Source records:
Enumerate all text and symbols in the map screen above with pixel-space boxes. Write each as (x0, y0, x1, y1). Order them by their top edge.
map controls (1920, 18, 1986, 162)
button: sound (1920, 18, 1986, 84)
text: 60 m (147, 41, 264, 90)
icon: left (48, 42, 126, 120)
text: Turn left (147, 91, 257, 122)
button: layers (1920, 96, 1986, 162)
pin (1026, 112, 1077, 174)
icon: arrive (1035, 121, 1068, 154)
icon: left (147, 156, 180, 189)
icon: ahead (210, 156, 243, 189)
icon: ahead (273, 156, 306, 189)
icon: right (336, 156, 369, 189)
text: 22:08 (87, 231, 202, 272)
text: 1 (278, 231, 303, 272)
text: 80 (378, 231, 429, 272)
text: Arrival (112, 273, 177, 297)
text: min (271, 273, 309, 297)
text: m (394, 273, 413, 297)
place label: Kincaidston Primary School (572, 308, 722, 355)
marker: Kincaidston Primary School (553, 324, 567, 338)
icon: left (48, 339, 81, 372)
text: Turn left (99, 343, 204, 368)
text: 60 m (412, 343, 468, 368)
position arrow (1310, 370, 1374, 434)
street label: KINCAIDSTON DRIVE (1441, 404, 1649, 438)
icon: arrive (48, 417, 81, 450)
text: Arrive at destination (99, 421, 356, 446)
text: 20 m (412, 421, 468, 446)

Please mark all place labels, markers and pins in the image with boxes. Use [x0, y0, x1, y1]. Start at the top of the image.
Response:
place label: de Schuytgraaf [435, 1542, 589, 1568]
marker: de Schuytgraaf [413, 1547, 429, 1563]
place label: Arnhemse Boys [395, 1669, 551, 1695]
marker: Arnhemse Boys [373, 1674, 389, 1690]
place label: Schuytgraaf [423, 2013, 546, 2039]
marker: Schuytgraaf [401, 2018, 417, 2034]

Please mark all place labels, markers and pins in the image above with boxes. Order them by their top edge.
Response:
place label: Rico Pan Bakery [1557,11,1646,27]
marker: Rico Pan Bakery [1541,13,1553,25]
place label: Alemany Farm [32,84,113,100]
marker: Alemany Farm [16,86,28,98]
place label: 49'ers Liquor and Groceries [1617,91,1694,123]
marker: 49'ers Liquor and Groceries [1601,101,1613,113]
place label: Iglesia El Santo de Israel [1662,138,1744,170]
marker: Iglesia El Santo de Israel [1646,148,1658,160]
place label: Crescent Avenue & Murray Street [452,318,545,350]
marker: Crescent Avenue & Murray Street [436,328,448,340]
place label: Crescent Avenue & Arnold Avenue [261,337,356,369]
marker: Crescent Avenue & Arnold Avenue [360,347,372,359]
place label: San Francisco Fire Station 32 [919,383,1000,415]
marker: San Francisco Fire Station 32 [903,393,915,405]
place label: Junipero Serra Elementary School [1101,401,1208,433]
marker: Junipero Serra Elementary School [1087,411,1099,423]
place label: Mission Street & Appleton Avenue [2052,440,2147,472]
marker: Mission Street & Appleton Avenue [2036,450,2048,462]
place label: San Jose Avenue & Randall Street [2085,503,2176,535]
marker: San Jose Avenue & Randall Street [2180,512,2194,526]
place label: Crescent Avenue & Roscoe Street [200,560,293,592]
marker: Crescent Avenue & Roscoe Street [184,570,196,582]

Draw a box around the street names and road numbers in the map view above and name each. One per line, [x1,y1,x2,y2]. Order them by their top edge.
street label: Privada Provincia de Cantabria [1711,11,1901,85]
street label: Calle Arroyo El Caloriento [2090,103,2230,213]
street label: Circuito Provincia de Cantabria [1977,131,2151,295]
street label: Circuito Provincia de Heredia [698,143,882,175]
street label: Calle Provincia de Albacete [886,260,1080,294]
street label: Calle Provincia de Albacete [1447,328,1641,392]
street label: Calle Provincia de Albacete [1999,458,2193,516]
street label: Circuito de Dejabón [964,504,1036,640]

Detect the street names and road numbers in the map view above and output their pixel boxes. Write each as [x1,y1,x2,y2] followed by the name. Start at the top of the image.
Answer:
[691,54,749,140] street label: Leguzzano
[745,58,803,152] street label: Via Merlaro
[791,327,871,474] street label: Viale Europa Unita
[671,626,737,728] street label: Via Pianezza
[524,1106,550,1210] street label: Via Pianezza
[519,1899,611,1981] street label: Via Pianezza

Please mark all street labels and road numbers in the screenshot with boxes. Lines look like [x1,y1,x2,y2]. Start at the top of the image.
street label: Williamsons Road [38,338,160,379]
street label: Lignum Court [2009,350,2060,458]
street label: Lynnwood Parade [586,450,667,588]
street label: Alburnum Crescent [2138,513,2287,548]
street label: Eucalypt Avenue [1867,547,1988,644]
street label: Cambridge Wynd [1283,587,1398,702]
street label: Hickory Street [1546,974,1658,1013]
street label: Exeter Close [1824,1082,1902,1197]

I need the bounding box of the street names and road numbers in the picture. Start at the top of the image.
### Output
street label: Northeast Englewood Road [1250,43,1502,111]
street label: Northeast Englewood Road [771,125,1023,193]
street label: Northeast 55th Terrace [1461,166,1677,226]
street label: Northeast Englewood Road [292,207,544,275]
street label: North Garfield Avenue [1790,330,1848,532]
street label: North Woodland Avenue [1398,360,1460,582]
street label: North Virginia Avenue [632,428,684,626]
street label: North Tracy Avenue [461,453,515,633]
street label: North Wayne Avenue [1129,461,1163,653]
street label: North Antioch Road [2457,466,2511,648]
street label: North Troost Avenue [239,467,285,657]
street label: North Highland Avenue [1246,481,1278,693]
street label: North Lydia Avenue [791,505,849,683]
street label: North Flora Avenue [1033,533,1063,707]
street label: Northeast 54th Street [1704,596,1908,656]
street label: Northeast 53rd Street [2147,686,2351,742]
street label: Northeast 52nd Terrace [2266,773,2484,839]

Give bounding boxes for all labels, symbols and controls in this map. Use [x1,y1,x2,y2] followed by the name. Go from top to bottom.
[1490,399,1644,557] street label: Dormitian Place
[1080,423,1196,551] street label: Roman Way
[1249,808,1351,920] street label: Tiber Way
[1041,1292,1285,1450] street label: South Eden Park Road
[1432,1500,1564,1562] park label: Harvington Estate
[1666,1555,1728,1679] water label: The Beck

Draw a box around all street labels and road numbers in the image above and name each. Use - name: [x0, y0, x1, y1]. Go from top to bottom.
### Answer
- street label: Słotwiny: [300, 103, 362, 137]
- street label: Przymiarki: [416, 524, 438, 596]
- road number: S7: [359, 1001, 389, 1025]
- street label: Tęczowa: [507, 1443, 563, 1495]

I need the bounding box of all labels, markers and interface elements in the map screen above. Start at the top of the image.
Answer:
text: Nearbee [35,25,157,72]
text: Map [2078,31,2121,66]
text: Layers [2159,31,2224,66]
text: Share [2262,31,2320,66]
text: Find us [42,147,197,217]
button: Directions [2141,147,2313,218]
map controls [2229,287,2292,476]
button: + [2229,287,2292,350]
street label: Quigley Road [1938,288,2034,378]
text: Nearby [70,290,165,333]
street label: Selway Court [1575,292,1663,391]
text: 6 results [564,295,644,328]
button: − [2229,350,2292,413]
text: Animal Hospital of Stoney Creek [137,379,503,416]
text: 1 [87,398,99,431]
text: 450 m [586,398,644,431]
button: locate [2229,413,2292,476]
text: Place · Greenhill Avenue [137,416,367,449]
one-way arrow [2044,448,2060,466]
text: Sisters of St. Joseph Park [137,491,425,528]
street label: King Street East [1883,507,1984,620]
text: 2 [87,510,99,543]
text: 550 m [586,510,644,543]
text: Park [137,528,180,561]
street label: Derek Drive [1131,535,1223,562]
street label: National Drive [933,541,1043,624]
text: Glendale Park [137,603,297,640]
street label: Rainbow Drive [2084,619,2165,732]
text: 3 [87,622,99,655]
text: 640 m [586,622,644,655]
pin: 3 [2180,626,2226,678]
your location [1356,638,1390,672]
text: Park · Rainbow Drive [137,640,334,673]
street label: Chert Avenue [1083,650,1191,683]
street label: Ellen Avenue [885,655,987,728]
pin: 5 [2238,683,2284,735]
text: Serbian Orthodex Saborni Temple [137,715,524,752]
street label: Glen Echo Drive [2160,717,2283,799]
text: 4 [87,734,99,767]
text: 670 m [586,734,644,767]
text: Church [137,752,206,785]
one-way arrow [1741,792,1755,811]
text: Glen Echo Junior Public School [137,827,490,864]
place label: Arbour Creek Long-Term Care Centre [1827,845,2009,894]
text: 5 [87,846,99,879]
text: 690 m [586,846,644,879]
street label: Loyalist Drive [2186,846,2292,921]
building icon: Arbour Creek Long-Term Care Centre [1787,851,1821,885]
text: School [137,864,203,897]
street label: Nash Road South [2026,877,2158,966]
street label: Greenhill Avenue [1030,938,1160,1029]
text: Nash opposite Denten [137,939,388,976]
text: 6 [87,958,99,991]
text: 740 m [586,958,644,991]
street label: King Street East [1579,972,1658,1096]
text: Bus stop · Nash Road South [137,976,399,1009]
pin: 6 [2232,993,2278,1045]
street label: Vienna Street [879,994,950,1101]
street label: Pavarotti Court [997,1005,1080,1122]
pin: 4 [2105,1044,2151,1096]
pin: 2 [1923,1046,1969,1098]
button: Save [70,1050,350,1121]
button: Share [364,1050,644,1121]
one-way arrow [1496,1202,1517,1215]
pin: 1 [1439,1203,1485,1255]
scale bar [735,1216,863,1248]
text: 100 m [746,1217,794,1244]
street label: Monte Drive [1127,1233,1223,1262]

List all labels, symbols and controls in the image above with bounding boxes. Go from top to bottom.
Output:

**What to do:** Of the entries above, repeat exactly the lines from the line with "y1]. Start at the top of the image." through the line with "boxes. Order them by their top edge.", both of them included.

**Result below:**
Please mark all place labels, markers and pins in the image with boxes. Use [x0, y0, x1, y1]. Start at the top of the image.
Response:
place label: de Schuytgraaf [435, 1542, 589, 1568]
marker: de Schuytgraaf [413, 1547, 429, 1563]
place label: Arnhemse Boys [395, 1669, 551, 1695]
marker: Arnhemse Boys [373, 1674, 389, 1690]
place label: Schuytgraaf [423, 2013, 546, 2039]
marker: Schuytgraaf [401, 2018, 417, 2034]

Please mark all place labels, markers and pins in the image above with boxes. Order them by their top edge.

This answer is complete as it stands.